For $x_{o p}^{*} \in X^{*} = Fix (T_{λ})$ , from Lemma 3.1(i) and Lemma 3.1, we obtain

$〈 x^{n} - y^{n + 1}, x^{n} - x_{o p}^{*} 〉 \leq ‖ x^{n} - y^{n + 1} ‖ ‖ x^{n} - x_{o p}^{*} ‖ \leq \frac{2 C_{x_{o p}^{*}}^{2} (J + 2)}{(1 - η) (n + 1)} .$ (3.21)

Substituting (3.21) into (3.20), we get

$H_{μ} (y^{n + 1}) - H_{μ} (x_{o p}^{*}) \leq \frac{2 C_{x_{o p}^{*}}^{2} (J + 2)}{(n + 1) (1 - η) λ} .$ (3.22)

We complete the proof.

□

Now, we will show the complexity result of BiG-SAM algorithm.

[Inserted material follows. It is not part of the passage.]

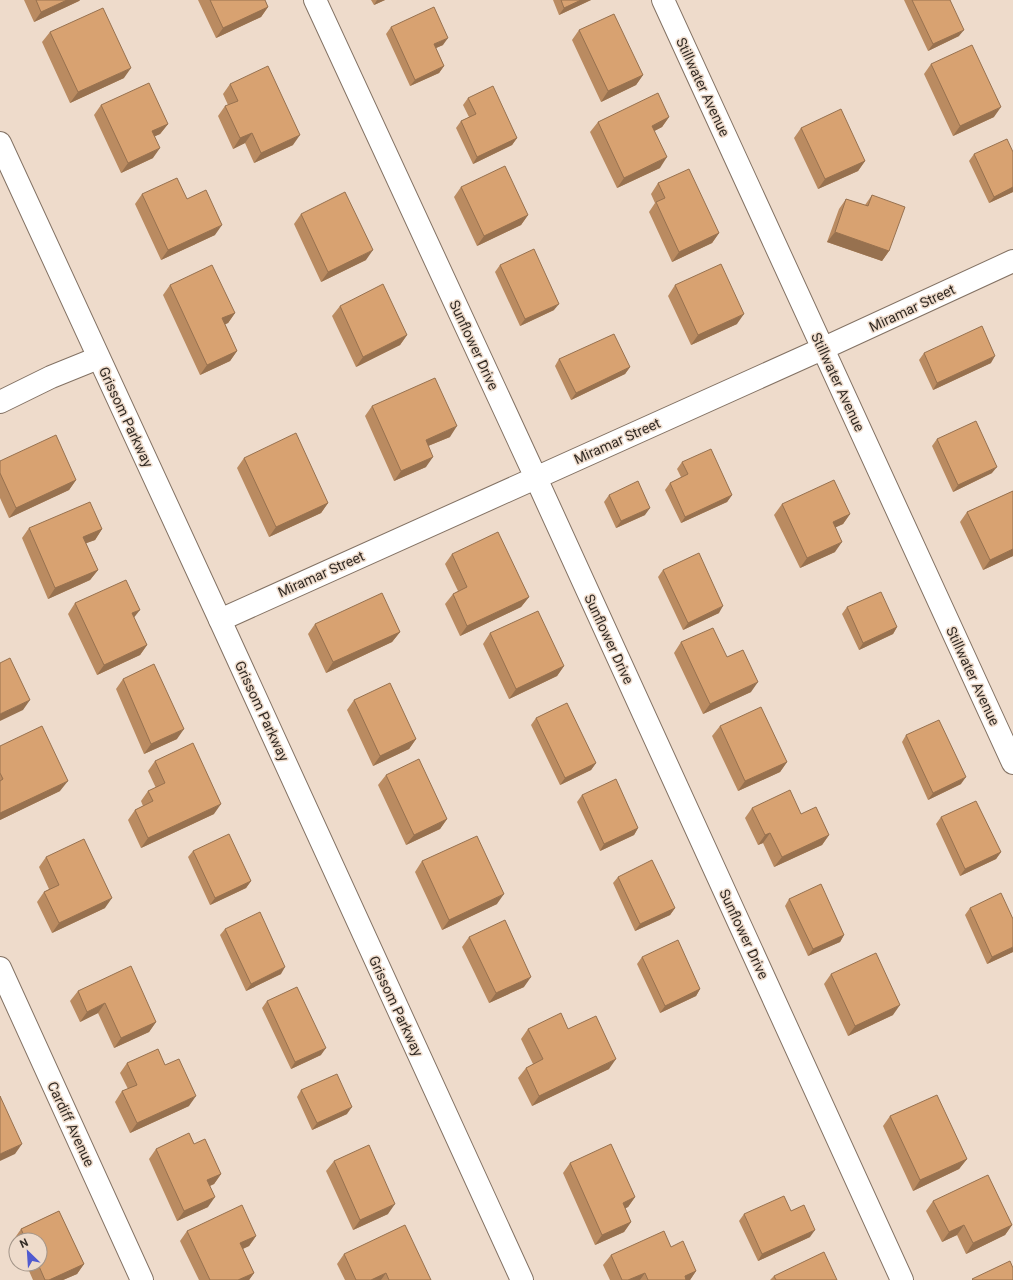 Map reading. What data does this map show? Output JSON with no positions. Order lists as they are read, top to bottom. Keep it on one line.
{"streets":{"street":["Stillwater Avenue","Miramar Street","Sunflower Drive","Grissom Parkway","Cardiff Avenue"]},"crossings":[["Stillwater Avenue","Miramar Street"],["Miramar Street","Sunflower Drive"],["Miramar Street","Grissom Parkway"]],"north":"top left"}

Theorem 3.2. Suppose that Assumption I holds. Let $ε \in (0, \bar{ε})$ for some fixed $\bar{ε} > 0$ . Let ${x^{n}}_{n \in ℕ}, {y^{n}}_{n \in ℕ}$ and ${z^{n}}_{n \in ℕ}$ be generated by BiG-SAM algorithm with smoothing parameter

$μ = \sqrt{\frac{α}{β}} \frac{ε}{\sqrt{α β} + \sqrt{α β + L_{f} ε}} .$

Then for any $n$ satisfying

$n \geq \frac{2 Γ^{2} (J + 2) {(2 \sqrt{α β} + \sqrt{L_{f} ε})}^{2}}{ε^{2} (1 - η)},$

where $Γ = max {‖ R_{δ} - x^{0} ‖, \frac{1}{1 - η} ‖ (I - S) R_{δ} ‖}$ , and $J = ⌊ 2 / (1 - η) ⌋$ , it holds that $H (y^{n}) - H_{o p t} \leq ε$ .

Proof. Using the $\frac{1}{μ}$ -smooth approximation property of $h_{μ}$ with parameters $(α, β)$ , it follows that for any $y \in ℝ^{n}$ ,

$H_{μ} (y) \leq H (y) \leq H_{μ} (y) + β μ .$ (3.23)

In particular, the following two inequalities hold:

$H_{opt} \geq H_{μ} (x_{o p}^{*}) and H (y^{n}) \leq H_{μ} (y^{n}) + β μ, n = 0, 1, \dots .$ (3.24)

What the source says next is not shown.